Inside NVIDIA Nemotron 3: Techniques, Tools, and Data That Make It Efficient and Accurate

-


Agentic AI systems increasingly depend on collections of cooperating agents—retrievers, planners, tool executors, verifiers—working together across large contexts and very long time spans. These systems demand models that deliver fast throughput, strong reasoning accuracy, and protracted coherence over large inputs. In addition they require a level of openness that enables developers to customize, extend, and deploy models wherever they operate.

The NVIDIA Nemotron 3 family of open models (Nano, Super, Ultra), datasets, and techniques were designed to construct specialized agentic AI for this latest era.

It introduces a hybrid Mamba-Transformer mixture-of-experts (MoE) architecture, reinforcement learning (RL) across interactive environments, and a native 1M-token context window that permits high-throughput, long-horizon reasoning for multi-agent applications.

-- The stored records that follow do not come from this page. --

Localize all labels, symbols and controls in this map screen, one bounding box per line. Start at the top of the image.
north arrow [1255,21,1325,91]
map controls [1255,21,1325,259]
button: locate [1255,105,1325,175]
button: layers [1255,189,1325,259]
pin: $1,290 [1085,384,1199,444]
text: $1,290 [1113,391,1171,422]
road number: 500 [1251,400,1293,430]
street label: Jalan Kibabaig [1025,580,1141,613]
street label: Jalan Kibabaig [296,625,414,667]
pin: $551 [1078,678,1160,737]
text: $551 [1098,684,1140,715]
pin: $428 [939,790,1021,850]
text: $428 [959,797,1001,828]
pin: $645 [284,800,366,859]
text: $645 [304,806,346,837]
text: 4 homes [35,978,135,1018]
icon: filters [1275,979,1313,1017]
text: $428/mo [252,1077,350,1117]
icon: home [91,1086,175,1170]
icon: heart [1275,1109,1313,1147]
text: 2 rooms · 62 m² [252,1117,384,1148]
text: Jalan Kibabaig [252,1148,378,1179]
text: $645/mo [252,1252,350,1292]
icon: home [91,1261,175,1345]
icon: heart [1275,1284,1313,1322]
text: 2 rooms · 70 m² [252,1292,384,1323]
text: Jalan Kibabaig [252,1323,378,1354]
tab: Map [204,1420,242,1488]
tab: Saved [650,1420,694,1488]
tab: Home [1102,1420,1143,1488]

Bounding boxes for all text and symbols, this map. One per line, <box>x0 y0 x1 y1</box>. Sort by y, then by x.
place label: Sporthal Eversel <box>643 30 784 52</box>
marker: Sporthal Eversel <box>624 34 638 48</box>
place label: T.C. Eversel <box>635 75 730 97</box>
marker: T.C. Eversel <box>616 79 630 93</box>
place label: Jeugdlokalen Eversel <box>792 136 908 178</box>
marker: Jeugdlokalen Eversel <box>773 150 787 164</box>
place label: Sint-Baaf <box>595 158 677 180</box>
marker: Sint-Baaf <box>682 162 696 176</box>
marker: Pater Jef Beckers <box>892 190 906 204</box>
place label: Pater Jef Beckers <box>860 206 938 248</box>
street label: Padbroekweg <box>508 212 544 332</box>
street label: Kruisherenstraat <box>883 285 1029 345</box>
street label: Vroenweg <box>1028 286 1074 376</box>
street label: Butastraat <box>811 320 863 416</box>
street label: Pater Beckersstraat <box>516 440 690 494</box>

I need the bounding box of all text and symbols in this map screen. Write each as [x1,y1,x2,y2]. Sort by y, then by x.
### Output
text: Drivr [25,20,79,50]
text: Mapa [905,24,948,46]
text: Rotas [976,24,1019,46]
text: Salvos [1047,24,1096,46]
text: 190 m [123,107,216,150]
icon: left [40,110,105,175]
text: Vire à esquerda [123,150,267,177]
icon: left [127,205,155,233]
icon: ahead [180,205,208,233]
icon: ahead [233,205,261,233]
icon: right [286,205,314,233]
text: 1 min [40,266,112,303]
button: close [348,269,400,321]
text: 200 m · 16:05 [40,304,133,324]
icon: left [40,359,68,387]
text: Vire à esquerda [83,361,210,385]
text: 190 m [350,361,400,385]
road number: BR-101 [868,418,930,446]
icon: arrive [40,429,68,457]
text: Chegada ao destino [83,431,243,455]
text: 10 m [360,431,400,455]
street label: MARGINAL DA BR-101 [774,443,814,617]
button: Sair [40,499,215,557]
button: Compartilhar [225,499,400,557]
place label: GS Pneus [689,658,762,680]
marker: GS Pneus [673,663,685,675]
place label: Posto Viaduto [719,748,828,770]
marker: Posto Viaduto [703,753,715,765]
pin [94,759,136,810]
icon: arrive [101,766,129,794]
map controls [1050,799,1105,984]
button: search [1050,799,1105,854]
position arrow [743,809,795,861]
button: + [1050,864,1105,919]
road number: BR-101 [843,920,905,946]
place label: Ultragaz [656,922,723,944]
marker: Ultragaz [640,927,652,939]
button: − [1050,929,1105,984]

What’s latest in Nemotron 3

Nemotron 3 introduces several innovations that directly address the needs of agentic systems:

  • A hybrid Mamba-Transformer MoE backbone for superior test-time efficiency and long-range reasoning.
  • Multi-environment reinforcement learning designed around real-world agentic tasks.
  • A 1M-token context length supporting deep multi-document reasoning and long-running agent memory.
  • An open, transparent training pipeline, including data, weights, and recipes.
  • Immediate availability of Nemotron 3 Nano with ready-to-use cookbooks. Super and Ultra to follow.

Easy prompt example

Key technologies for Nemotron 3 models

Hybrid Mamba-Transformer MoE

Nemotron 3 integrates three architectures right into a single backbone: 

  • Mamba layers for efficient sequence modeling, 
  • Transformer layers for precision reasoning, and 
  • MoE routing for scalable compute efficiency. 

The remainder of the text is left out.